Tanya and William Pattie took ownership of the cafe after moving to the area from far north Queensland, where they both served in law enforcement.
Since retiring from the Queensland Police Service, Ms Pattie was eager to find a new adventure along with her several side businesses, which currently includes cake decorating.
When they came across the opportunity to buy Forty West, it was clear that it would be their next step. Ms Pattie has culinary experience and her husband, while still an active police officer, was once a chef. It was the perfect opportunity to use their unique skills to build a great business.
The Patties have been at the helm for more than six weeks now and made it clear that their intentions were not primarily about building a profitable business, but creating something that gives back to the community in every way, down to the suppliers.
"The vision is to make everything local," Ms Pattie said.
"We have some exceptional local suppliers already, and we're looking to put local craft beer through the taps. We're also visiting local wineries for other opportunities.
"We want to embrace the local community, who will then support us, which will create jobs for everybody."

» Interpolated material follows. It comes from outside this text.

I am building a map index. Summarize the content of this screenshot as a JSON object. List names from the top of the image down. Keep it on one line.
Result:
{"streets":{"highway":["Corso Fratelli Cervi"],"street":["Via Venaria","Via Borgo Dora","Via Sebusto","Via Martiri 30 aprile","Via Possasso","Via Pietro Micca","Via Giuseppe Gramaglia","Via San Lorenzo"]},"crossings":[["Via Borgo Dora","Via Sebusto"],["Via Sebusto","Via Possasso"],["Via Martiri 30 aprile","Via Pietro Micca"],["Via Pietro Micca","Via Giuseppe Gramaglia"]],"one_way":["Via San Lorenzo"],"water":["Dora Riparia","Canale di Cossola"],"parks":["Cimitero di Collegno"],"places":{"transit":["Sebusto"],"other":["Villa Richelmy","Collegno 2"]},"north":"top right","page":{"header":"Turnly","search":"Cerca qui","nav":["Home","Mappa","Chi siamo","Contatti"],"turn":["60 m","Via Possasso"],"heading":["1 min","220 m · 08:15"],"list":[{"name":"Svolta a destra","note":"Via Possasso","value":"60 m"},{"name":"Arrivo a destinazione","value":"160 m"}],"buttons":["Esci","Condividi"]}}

Inspired by the owners' professional backgrounds, which also includes Ms Pattie's time in the Australian Defence Force, Forty West now provides discounts to all ADF servicemen and women, as well as all members of Queensland emergency services including police, fire and ambulance.
The aim of the discount was not only a courtesy to Pattie's current and former professional colleagues, but to give them all a chance to integrate with the local community in a supportive environment. The influx of new ADF personnel to the RAAF base in Amberley, for example, will now have a new place to enjoy their free time in a welcoming environment.

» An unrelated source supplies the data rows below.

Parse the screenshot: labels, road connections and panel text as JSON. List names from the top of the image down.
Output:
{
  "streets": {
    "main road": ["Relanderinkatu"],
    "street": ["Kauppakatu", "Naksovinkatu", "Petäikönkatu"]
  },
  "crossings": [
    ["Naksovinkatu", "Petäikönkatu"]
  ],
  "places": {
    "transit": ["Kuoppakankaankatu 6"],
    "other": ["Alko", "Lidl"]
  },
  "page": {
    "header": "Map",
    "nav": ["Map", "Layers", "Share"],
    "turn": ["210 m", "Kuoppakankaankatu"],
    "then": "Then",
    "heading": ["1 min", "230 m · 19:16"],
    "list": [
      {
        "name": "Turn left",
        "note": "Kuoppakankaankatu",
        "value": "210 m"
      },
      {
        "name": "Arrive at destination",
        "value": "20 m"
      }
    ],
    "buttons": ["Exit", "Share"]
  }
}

"I'm very passionate about giving back to my own," Ms Pattie said. "We are supporting the local emergency services and as a result our other customers feel a lot more connected to the people out there who are working to keep the community safe."
Military and emergency services are not the only groups the cafe is supporting. Forty West now has a new recycling initiative, where people can contribute bottles and cans which will then be traded for cash under Queensland's new containers for change scheme.

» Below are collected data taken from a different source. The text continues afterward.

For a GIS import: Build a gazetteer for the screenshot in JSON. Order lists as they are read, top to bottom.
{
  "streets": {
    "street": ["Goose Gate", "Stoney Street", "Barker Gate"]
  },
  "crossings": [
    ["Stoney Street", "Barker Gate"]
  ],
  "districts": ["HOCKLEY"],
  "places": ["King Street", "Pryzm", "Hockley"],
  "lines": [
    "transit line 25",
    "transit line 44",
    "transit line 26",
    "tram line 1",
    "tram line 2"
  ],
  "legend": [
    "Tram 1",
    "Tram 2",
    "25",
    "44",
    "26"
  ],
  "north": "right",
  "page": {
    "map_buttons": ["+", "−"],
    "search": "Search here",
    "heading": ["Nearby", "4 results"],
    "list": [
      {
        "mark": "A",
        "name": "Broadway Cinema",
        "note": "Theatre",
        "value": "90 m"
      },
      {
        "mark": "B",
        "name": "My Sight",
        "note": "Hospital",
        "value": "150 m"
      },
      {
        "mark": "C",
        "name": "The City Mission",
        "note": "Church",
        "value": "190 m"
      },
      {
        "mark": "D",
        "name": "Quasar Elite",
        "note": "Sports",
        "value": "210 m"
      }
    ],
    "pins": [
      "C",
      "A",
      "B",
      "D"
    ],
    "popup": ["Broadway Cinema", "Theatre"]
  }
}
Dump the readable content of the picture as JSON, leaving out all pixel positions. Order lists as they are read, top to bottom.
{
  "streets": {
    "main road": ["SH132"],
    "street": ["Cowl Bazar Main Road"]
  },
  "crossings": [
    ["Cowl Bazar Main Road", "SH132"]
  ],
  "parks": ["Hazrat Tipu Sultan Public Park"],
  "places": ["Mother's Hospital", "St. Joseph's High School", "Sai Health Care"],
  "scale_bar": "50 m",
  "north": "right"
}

The money collected will then to go towards the future of sports at Providence.
"We've been collecting recycling with a vision to cash it in to contribute to the local sport, and perhaps help to sponsor a local soccer team," Ms Pattie said.
"By doing this we encourage the locals to also bring their bottles and cans to help us to provide additional sponsorships to the Providence community."
The Patties are still trying to nail Forty West's final menu, but the process has also been community-driven. With several new chefs joining the cafe's crew, there is currently a made-to-order approach which grants customers the freedom to order food the way they like.
Everything is made fresh and on-site, and by allowing their customers to alter the menu the Patties have begun to learn more about what the community prefers and what the final menu should include, from taste preferences to dietary requirements.
"A lot of the time, people come in with dietary requirements," Ms Pattie said.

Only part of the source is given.